You can stop guarding the
birdcage—she’s not in there anymore.”
Three faces just watched her for the longest time.
And their eyes held something new.
Respect.
~ ~ ~
--------------------------------------
From:
Jennie Adams <
[email protected]
>
Subject:
Lizard just gave us hell.
--------------------------------------
Dear
Vero,
There are lines.
So
damn many lines.
And Lizard just
gave us hell because she thinks we’ve crossed one.
Maybe we have.
She defined WitchLight as helping people to find their lives,
which I thought you would love.
And then reamed on us for not letting Elsie do the job we’ve prepared
her for.
I don’t think she was only talking about Elsie.
I don’t know how to tell her that it’s awfully hard for parents
to watch their children grow up.
Hard for us to realize they’ve added wisdom to their bravery and
imagination and guts, that they’ve earned the chance to fly for themselves and
follow their own compass.
She loves Elsie.
But somewhere in her words, I also heard that she loves Lizard.
I don’t know which one has the tears running down my cheeks, but
it’s been an emotional day, and a soul-searching one.

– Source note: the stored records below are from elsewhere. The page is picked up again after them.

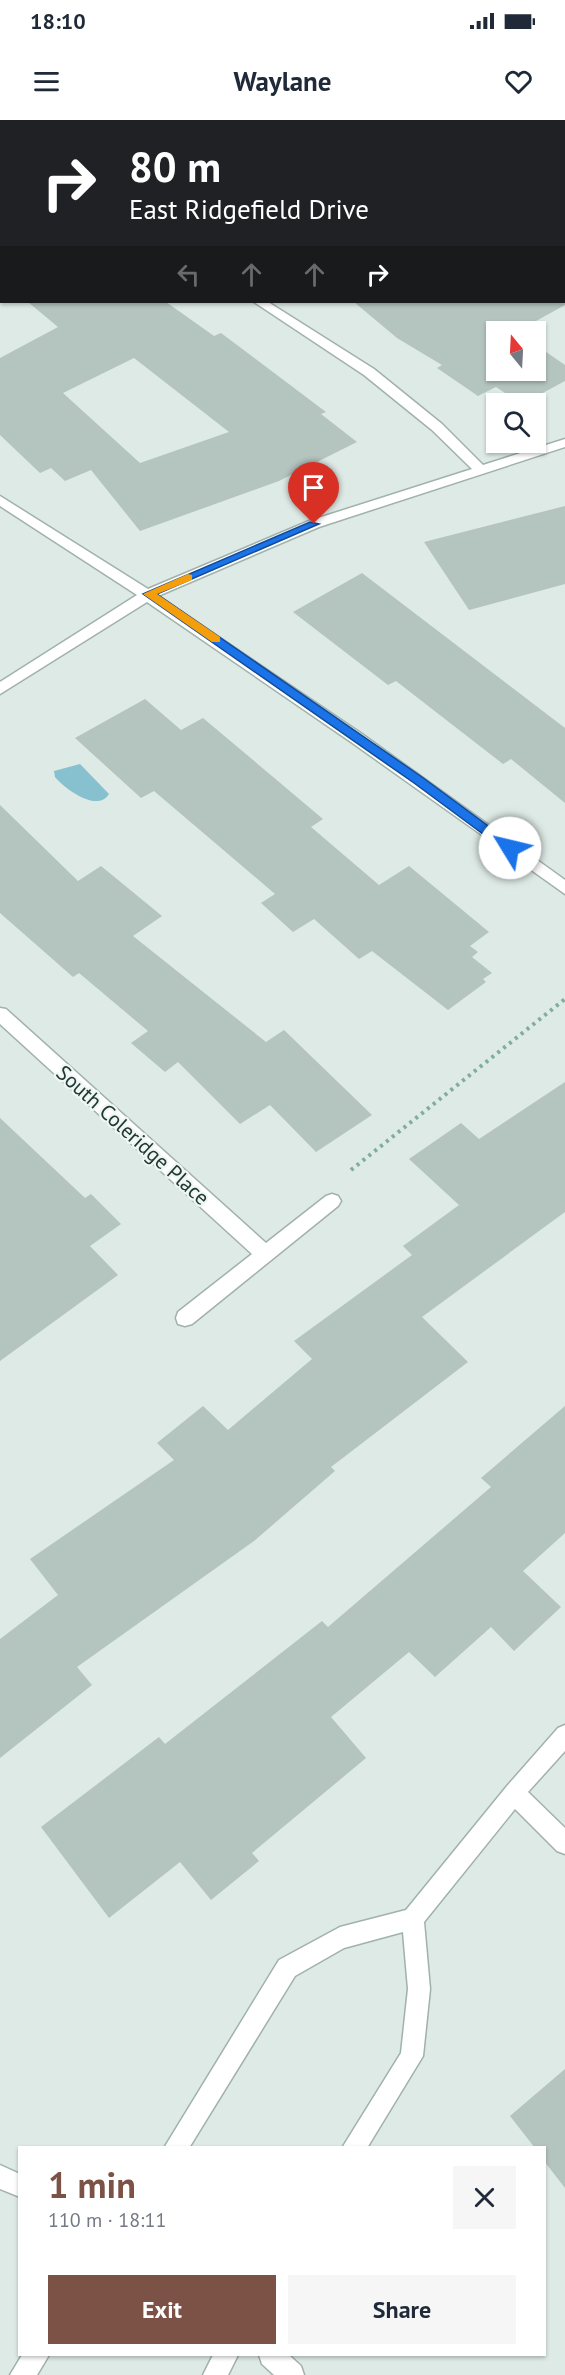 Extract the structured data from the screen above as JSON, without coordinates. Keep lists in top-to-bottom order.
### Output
{
  "streets": {
    "street": ["South Coleridge Place"]
  },
  "north": "top",
  "page": {
    "status": "18:10",
    "header": "Waylane",
    "turn": ["80 m", "East Ridgefield Drive"],
    "heading": ["1 min", "110 m · 18:11"],
    "buttons": ["Exit", "Share"]
  }
}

Elsie has become a marvelously expressive, creative, daring
woman—and she’s doing wonderful work with the people in the workshop she and
Nat are running.
Lizard quietly
goes about finding half of Berkeley a home—and her heart teeters on the
edge of embracing both the poetry inside and the love outside.
They’re not yet finished—but they’re beautiful.
Lizard said it best.
We’re guarding a cage they’re not in anymore.
Marvelous women have the right to live, make mistakes,
succeed and fail, without a bunch of hovering witches.
We will always be there—it’s
written somewhere in our witch DNA.
But it’s time to get ready for our WitchLight charges to leave the
nest.
They’re going, whether we’re
ready or not.
I thought I understood better lately what it is that you and
Melvin had done all these years.
I’m keenly aware today that I wasn’t even close.
Finally
seeing the light,
Jennie
A guy drops by for breakfast one day, makes nice, and then
decides he can just send a text and she’ll hike halfway across the city for
him.
Lizard dragged herself up the
last flight of stairs to Josh’s offices and scowled, because clearly he was right.
She headed for The Pit.
If she had to ask someone where he was,
better the geeks than the business-school grads.
“Not in here—over in the main conference room.”
Someone grabbed her arm—and she
had to look twice to make sure it was Danny.
His jeans had no holes that she could see, the dreads were
tucked under a really cool black beret, and he had something resembling a suit
jacket pulled on over his Deadhead shirt.